--- datasets: - IteraTeR_full_sent --- # IteraTeR PEGASUS model This model was obtained by fine-tuning [google/pegasus-large](https://huggingface.co/google/pegasus-large) on [IteraTeR-full-sent](https://huggingface.co/datasets/wanyu/IteraTeR_full_sent) dataset. Paper: [Understanding Iterative Revision from Human-Written Text](https://arxiv.org/abs/2203.03802)
Authors: Wanyu Du, Vipul Raheja, Dhruv Kumar, Zae Myung Kim, Melissa Lopez, Dongyeop Kang ## Text Revision Task Given an edit intention and an original sentence, our model can generate a revised sentence.

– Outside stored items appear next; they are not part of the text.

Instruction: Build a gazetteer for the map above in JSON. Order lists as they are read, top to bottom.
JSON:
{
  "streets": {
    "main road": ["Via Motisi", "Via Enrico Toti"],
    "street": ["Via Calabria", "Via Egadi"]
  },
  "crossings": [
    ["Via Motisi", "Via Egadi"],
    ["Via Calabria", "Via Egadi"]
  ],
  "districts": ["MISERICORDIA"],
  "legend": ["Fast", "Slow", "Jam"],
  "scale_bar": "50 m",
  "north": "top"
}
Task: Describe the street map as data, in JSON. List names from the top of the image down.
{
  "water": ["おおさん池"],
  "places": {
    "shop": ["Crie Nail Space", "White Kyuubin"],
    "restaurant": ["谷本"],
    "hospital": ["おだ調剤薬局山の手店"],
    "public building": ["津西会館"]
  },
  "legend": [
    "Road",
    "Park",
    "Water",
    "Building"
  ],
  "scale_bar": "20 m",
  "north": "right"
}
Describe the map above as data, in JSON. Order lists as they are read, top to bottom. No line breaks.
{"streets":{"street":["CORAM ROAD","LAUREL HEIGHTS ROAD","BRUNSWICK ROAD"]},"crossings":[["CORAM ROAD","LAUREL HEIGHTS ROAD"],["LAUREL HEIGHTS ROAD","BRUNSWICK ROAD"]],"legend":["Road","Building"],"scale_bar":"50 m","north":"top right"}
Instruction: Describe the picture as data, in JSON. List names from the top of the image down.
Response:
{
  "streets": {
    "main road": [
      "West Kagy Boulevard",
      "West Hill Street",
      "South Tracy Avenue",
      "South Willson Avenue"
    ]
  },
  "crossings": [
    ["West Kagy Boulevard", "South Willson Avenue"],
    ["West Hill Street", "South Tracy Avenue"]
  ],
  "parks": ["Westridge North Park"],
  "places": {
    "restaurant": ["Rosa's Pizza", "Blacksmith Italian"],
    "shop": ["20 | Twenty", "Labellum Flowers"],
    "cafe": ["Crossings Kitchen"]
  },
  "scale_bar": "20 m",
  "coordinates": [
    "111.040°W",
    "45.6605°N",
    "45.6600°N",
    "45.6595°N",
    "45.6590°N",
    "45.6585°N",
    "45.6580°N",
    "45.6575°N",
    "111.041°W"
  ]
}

The edit intentions are provided by [IteraTeR-full-sent](https://huggingface.co/datasets/wanyu/IteraTeR_full_sent) dataset, which are categorized as follows:
Edit Intention Definition Example
clarity Make the text more formal, concise, readable and understandable. Original: It's like a house which anyone can enter in it.
Revised: It's like a house which anyone can enter.
fluency Fix grammatical errors in the text. Original: In the same year he became the Fellow of the Royal Society.
Revised: In the same year, he became the Fellow of the Royal Society.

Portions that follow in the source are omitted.